ABOUT THIS TASK:
Your task is to copy every line of the entries that contains "القاهرة".

[Collected data]
════

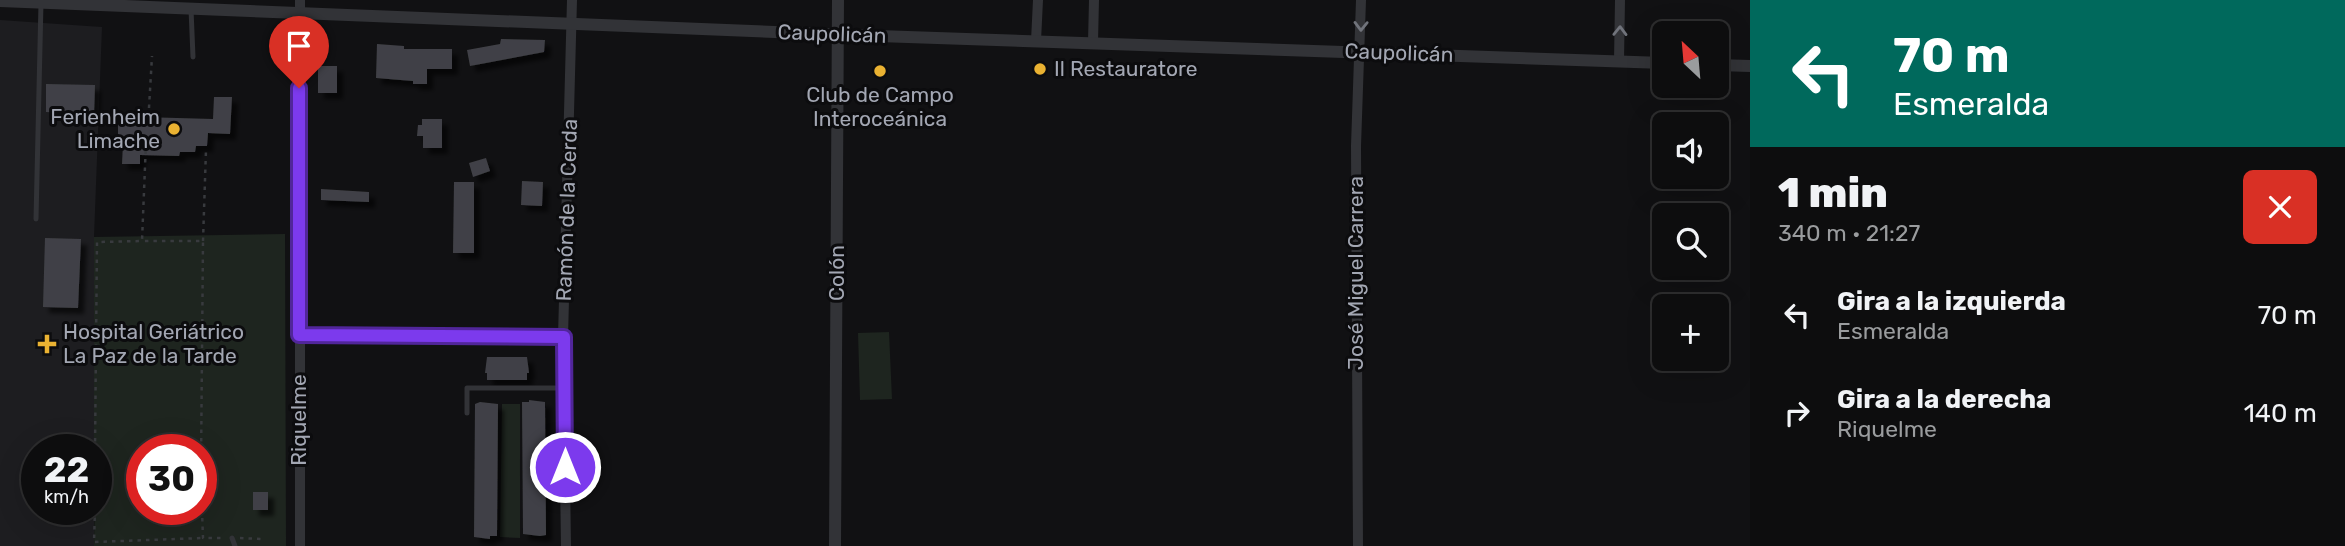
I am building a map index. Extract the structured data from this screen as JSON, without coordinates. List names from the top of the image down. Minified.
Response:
{"streets":{"street":["Caupolicán","Ramón de la Cerda","Colón","José Miguel Carrera","Riquelme"]},"crossings":[["Caupolicán","Ramón de la Cerda"],["Caupolicán","Colón"],["Caupolicán","José Miguel Carrera"],["Caupolicán","Riquelme"]],"places":{"other":["Il Restauratore","Club de Campo Interoceánica","Ferienheim Limache"],"health":["Hospital Geriátrico La Paz de la Tarde"]},"north":"top left","page":{"turn":["70 m","Esmeralda"],"map_buttons":"+","heading":["1 min","340 m · 21:27"],"list":[{"name":"Gira a la izquierda","note":"Esmeralda","value":"70 m"},{"name":"Gira a la derecha","note":"Riquelme","value":"140 m"}],"speed":"22 km/h","limit":"30"}}
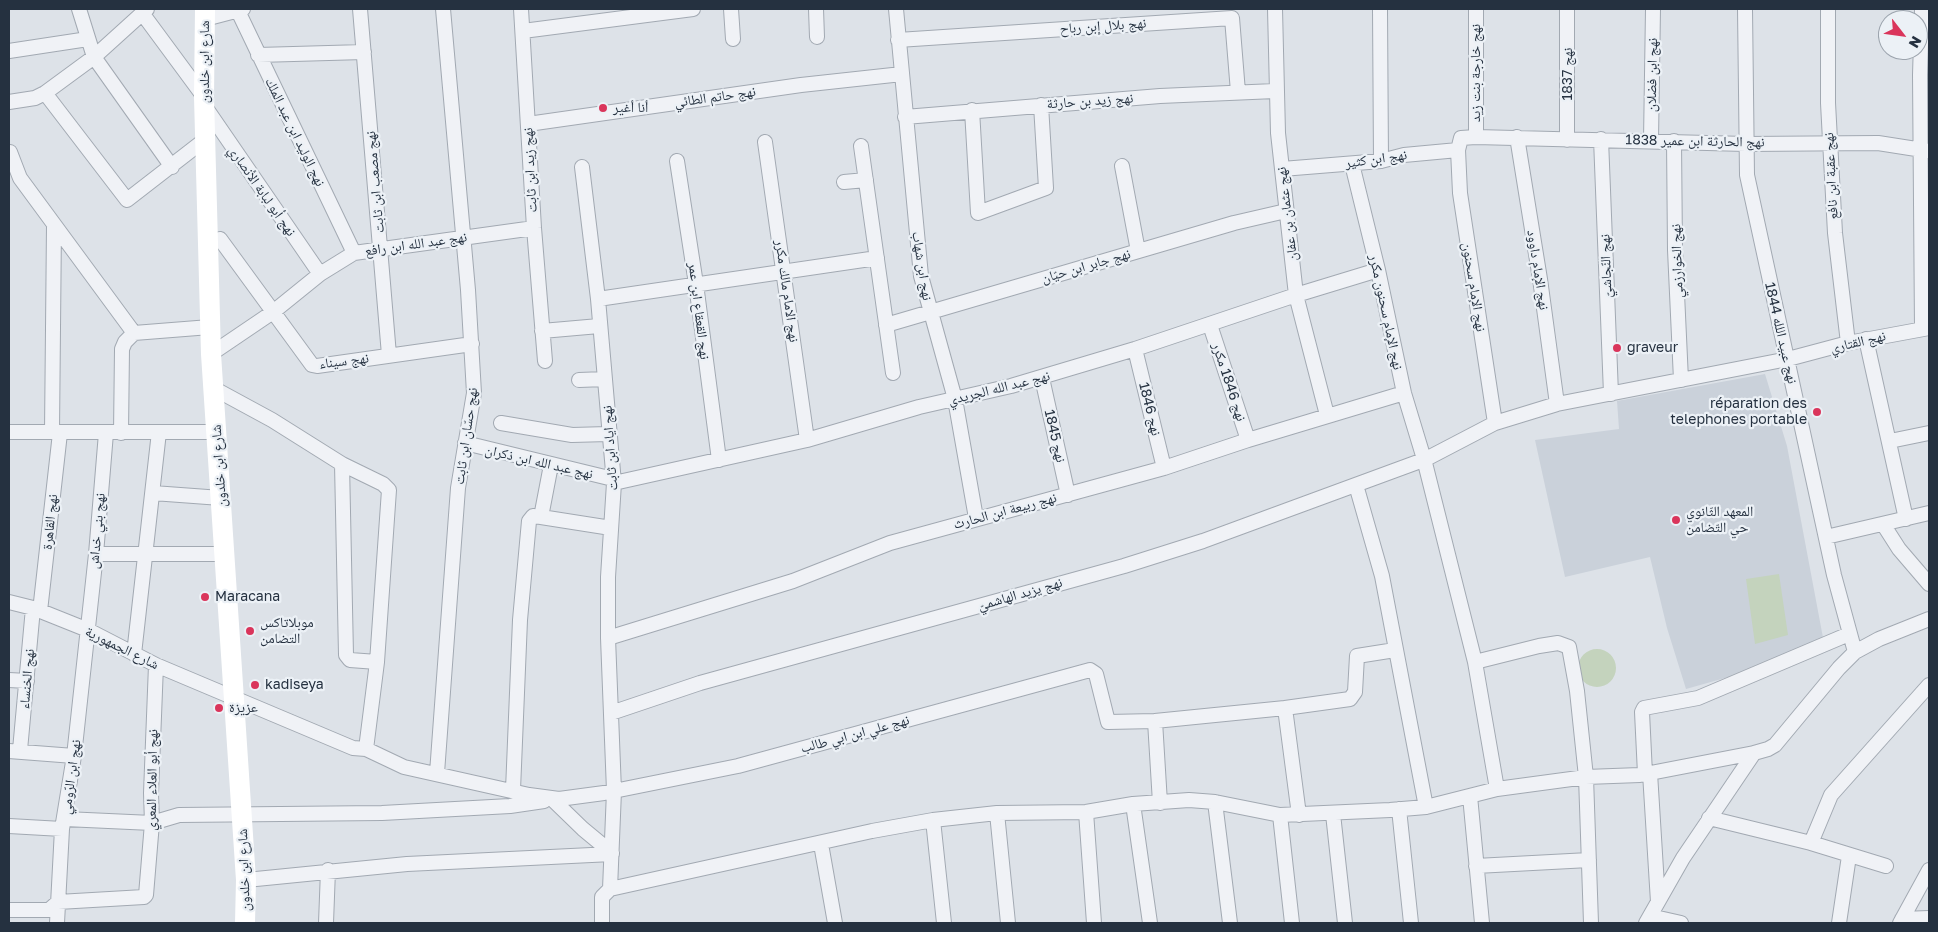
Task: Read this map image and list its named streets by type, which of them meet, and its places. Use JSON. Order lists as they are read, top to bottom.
{
  "streets": {
    "street": [
      "نهج بلال إبن رباح",
      "شارع ابن خلدون",
      "نهج خارجة بنت زيد",
      "نهج 1837",
      "نهج ابن فضلان",
      "نهج حاتم الطائي",
      "نهج زيد بن حارثة",
      "نهج الوليد ابن عبد الملك",
      "نهج الحارثة ابن عمير 1838",
      "نهج ابن كثير",
      "نهج زيد ابن ثابت",
      "نهج عقبة ابن نافع",
      "نهج مصعب ابن ثابت",
      "نهج أبو لبابة الأنصاري",
      "نهج عثمان بن عفان",
      "نهج عبد الله ابن رافع",
      "نهج الخوارزمي",
      "نهج ابن شهاب",
      "نهج جابر ابن حيّان",
      "نهج النّجاشيّ",
      "نهج الإمام داوود",
      "نهج الإمام سحنون",
      "نهج الامام مالك مكرر",
      "نهج القعقاع ابن عمر",
      "نهج الإمام سحنون مكرر",
      "نهج عبيد اللله 1844",
      "نهج القتاري",
      "نهج سيناء",
      "نهج 1846 مكرر",
      "نهج عبد الله الجريدي",
      "نهج 1846",
      "نهج حسّان ابن ثابت",
      "نهج 1845",
      "نهج اياد ابن ثابت",
      "نهج عبد الله ابن ذكران",
      "نهج ربيعة ابن الحارث",
      "نهج القاهرة",
      "نهج بني خداش",
      "نهج يزيد الهاشميّ",
      "شارع الجمهورية",
      "نهج الخنساء",
      "نهج علي ابن ابي طالب",
      "نهج ابن الرّومي",
      "نهج أبو العلاء المعري"
    ]
  },
  "crossings": [
    ["نهج بلال إبن رباح", "نهج زيد بن حارثة"],
    ["نهج بلال إبن رباح", "نهج ابن شهاب"],
    ["شارع ابن خلدون", "نهج أبو لبابة الأنصاري"],
    ["شارع ابن خلدون", "نهج عبد الله ابن رافع"],
    ["شارع ابن خلدون", "شارع الجمهورية"],
    ["شارع ابن خلدون", "نهج علي ابن ابي طالب"],
    ["نهج خارجة بنت زيد", "نهج الحارثة ابن عمير 1838"],
    ["نهج 1837", "نهج الحارثة ابن عمير 1838"],
    ["نهج ابن فضلان", "نهج الحارثة ابن عمير 1838"],
    ["نهج حاتم الطائي", "نهج زيد ابن ثابت"],
    ["نهج حاتم الطائي", "نهج ابن شهاب"],
    ["نهج زيد بن حارثة", "نهج عثمان بن عفان"],
    ["نهج زيد بن حارثة", "نهج ابن شهاب"],
    ["نهج الوليد ابن عبد الملك", "نهج عبد الله ابن رافع"],
    ["نهج الحارثة ابن عمير 1838", "نهج ابن كثير"],
    ["نهج الحارثة ابن عمير 1838", "نهج عقبة ابن نافع"],
    ["نهج الحارثة ابن عمير 1838", "نهج الخوارزمي"],
    ["نهج الحارثة ابن عمير 1838", "نهج النّجاشيّ"],
    ["نهج الحارثة ابن عمير 1838", "نهج الإمام داوود"],
    ["نهج الحارثة ابن عمير 1838", "نهج الإمام سحنون"],
    ["نهج الحارثة ابن عمير 1838", "نهج عبيد اللله 1844"],
    ["نهج ابن كثير", "نهج عثمان بن عفان"],
    ["نهج ابن كثير", "نهج الإمام سحنون"],
    ["نهج ابن كثير", "نهج الإمام سحنون مكرر"],
    ["نهج زيد ابن ثابت", "نهج عبد الله ابن رافع"],
    ["نهج عقبة ابن نافع", "نهج القتاري"],
    ["نهج مصعب ابن ثابت", "نهج عبد الله ابن رافع"],
    ["نهج مصعب ابن ثابت", "نهج سيناء"],
    ["نهج أبو لبابة الأنصاري", "نهج عبد الله ابن رافع"],
    ["نهج عثمان بن عفان", "نهج جابر ابن حيّان"],
    ["نهج عثمان بن عفان", "نهج عبد الله الجريدي"],
    ["نهج عثمان بن عفان", "نهج ربيعة ابن الحارث"],
    ["نهج عبد الله ابن رافع", "نهج سيناء"],
    ["نهج عبد الله ابن رافع", "نهج حسّان ابن ثابت"],
    ["نهج الخوارزمي", "نهج القتاري"],
    ["نهج ابن شهاب", "نهج جابر ابن حيّان"],
    ["نهج ابن شهاب", "نهج عبد الله الجريدي"],
    ["نهج ابن شهاب", "نهج ربيعة ابن الحارث"],
    ["نهج النّجاشيّ", "نهج القتاري"],
    ["نهج النّجاشيّ", "نهج يزيد الهاشميّ"],
    ["نهج الإمام داوود", "نهج يزيد الهاشميّ"],
    ["نهج الإمام سحنون", "نهج يزيد الهاشميّ"],
    ["نهج الامام مالك مكرر", "نهج عبد الله الجريدي"],
    ["نهج القعقاع ابن عمر", "نهج عبد الله الجريدي"],
    ["نهج الإمام سحنون مكرر", "نهج عبد الله الجريدي"],
    ["نهج الإمام سحنون مكرر", "نهج ربيعة ابن الحارث"],
    ["نهج الإمام سحنون مكرر", "نهج يزيد الهاشميّ"],
    ["نهج عبيد اللله 1844", "نهج القتاري"],
    ["نهج القتاري", "نهج يزيد الهاشميّ"],
    ["نهج سيناء", "نهج حسّان ابن ثابت"],
    ["نهج 1846 مكرر", "نهج عبد الله الجريدي"],
    ["نهج 1846 مكرر", "نهج ربيعة ابن الحارث"],
    ["نهج عبد الله الجريدي", "نهج 1846"],
    ["نهج عبد الله الجريدي", "نهج 1845"],
    ["نهج عبد الله الجريدي", "نهج اياد ابن ثابت"],
    ["نهج عبد الله الجريدي", "نهج عبد الله ابن ذكران"],
    ["نهج 1846", "نهج ربيعة ابن الحارث"],
    ["نهج حسّان ابن ثابت", "نهج عبد الله ابن ذكران"],
    ["نهج حسّان ابن ثابت", "شارع الجمهورية"],
    ["نهج 1845", "نهج ربيعة ابن الحارث"],
    ["نهج اياد ابن ثابت", "نهج عبد الله ابن ذكران"],
    ["نهج اياد ابن ثابت", "نهج ربيعة ابن الحارث"],
    ["نهج اياد ابن ثابت", "نهج يزيد الهاشميّ"],
    ["نهج اياد ابن ثابت", "نهج علي ابن ابي طالب"],
    ["نهج القاهرة", "شارع الجمهورية"],
    ["نهج القاهرة", "نهج الخنساء"],
    ["نهج بني خداش", "شارع الجمهورية"],
    ["نهج بني خداش", "نهج ابن الرّومي"],
    ["شارع الجمهورية", "نهج الخنساء"],
    ["شارع الجمهورية", "نهج علي ابن ابي طالب"],
    ["شارع الجمهورية", "نهج ابن الرّومي"],
    ["شارع الجمهورية", "نهج أبو العلاء المعري"],
    ["نهج علي ابن ابي طالب", "نهج ابن الرّومي"],
    ["نهج علي ابن ابي طالب", "نهج أبو العلاء المعري"],
    ["نهج ابن الرّومي", "نهج أبو العلاء المعري"]
  ],
  "places": [
    "أنا أغير",
    "graveur",
    "réparation des telephones portable",
    "المعهد الثّانوي حي التّضامن",
    "Maracana",
    "موبلاتاكس التضامن",
    "kadiseya",
    "عزيزة"
  ],
  "north": "bottom right"
}
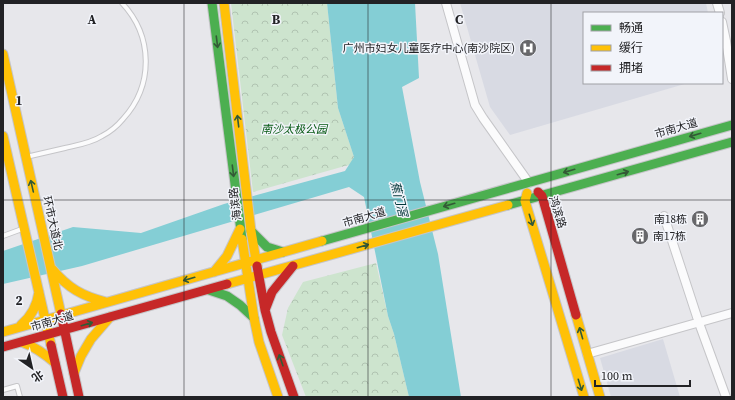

════

RESPONSE BELOW:
      "نهج القاهرة",
    ["نهج القاهرة", "شارع الجمهورية"],
    ["نهج القاهرة", "نهج الخنساء"],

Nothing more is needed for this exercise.